In my 20’s I became increasingly deliberate about what to share. It was easier to keep my thoughts mostly in my head. I didn’t have to explain. And it felt somehow less painful to assume someone wouldn’t understand than to know that for sure. But in doing so, I spent less time hearing my thoughts. I thought I was listening, but I wasn’t listening very well.

In my 30’s I was ready to find my words. I was increasingly okay with not being understood. I wanted to be my authentic self whether I was likable or not, whether I was acceptable or not. It took time though because years of neglect had dulled my abilities. I had to learn what was truly my voice versus the voices of others playing on auto-repeat in my head.

In my 40’s I perfected my ability to listen and worked on crafting my thoughts into coherent sentences. This was sometimes for the sake of sharing with another. But more importantly it was my process of understanding what I was thinking and feeling. For a linear thinker, this is probably a little more straightforward. But for me, each strand of the web has a purpose of providing stability to the overall structure. Some strands are more important than others, but serves a purpose nonetheless.

A byproduct of hearing my own voice was learning to hear others better. I learned how to distinguish between what someone was communicating and what I wanted to hear or how I was trying to interpret those words. This isn’t always easy, particularly when hurt is involved. But I have developed the tools that improve my ability to do so.

At 50 years old and looking ahead, I wonder what the next decade will bring. I have often thoughtfully assembled the components of my life – responsibilities, relationships, hobbies, etc – to accurately reflect my values and priorities. I have a full life, personally and professionally. But fullness can sometimes become a bit too full. I suspect it is time to prune a bit here and there. I am feeling the need to bring a bit more spaciousness to my life. I want both fullness and depth. The space will create the time to do the work I find most meaningful.

We should all know or seek to learn what we are good at, passionate about, and uniquely gifted in. I believe my way of thinking is part of that. My thought process brings an infrastructure to a space without defining or confining the space. My thought process enables exploration versus explanation. And I absolutely love that about me. I want to use what I have learned, what I love, what is uniquely me.

I may never get paid as a writer. I may never develop an audience. But my writing is about neither of those things. It is the process by which I make sense of my thoughts. I guess what I am now seeing as I step back from this web of thoughts, is that the spaciousness I seek is intended to make room for my writing. I want my writing not to be another thing in my life, but rather the stream which runs through all parts of my life. If just for my benefit, that is okay. My voice is no more important than another. But my voice, my thoughts, my words are uniquely mine.

 

Stories

You have a story to tell. You are your story. Do you know your story? Do you share it? Only you can. I hope that you not only own your story, but that you recognize how important your story is.

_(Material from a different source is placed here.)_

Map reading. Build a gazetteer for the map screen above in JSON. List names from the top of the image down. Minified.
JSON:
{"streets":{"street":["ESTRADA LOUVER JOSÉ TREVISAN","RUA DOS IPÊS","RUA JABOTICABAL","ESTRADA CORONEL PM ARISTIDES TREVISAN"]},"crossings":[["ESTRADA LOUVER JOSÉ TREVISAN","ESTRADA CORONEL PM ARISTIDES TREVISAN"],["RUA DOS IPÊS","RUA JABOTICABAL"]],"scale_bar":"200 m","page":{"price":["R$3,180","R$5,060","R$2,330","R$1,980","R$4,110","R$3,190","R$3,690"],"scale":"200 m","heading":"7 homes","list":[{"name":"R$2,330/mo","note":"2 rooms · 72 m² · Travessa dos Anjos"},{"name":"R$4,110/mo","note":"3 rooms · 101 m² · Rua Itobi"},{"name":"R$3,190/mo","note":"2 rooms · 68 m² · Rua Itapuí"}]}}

Sometimes the world sends a message that some stories are more important than others. That is a lie. Sometimes the world says that one can do irreparable damage to his or her story. That too is a lie. As long as we breathe, our stories continue. Each breath is a reminder that our stories are still being written, still being lived out.

Another truth to ponder – your story is sacred because you are sacred. Every day I have the opportunity to hear people’s stories. And more than anything else in my work, I remind people of this truth. You are sacred. Your story is sacred. Sometimes we avoid our story because we feel shame about it. Or we miss the beauty of our story because we compare it to another person’s story.

And in case you didn’t know, there are countless stories in this world to hear and learn from, to be challenged and encouraged by. Listen deeply. Listen empathically. Be curious. Be kind. We need these stories, all of them. Yours and mine. My story isn’t your story and that is a good thing.

Several years ago, my then teenaged son plopped himself in a chair nearby complaining of my decision to not let him go hang out with his friends that evening. He was genuinely annoyed with me. In his story in that moment, he was the protagonist and I was the antagonist. How could I, this big, bad, mean mom ruin his life? I let him go on for awhile. When the complaining showed no signs of slowing, I walked over to interrupt his story with another. I knelt down to be eye level. I gently touched his arm. “Isaac, going hungry is a tragedy. Losing a parent at an early age is a tragedy. Living in a war-torn land is a tragedy. This? My making you stay home tonight? Not a tragedy.”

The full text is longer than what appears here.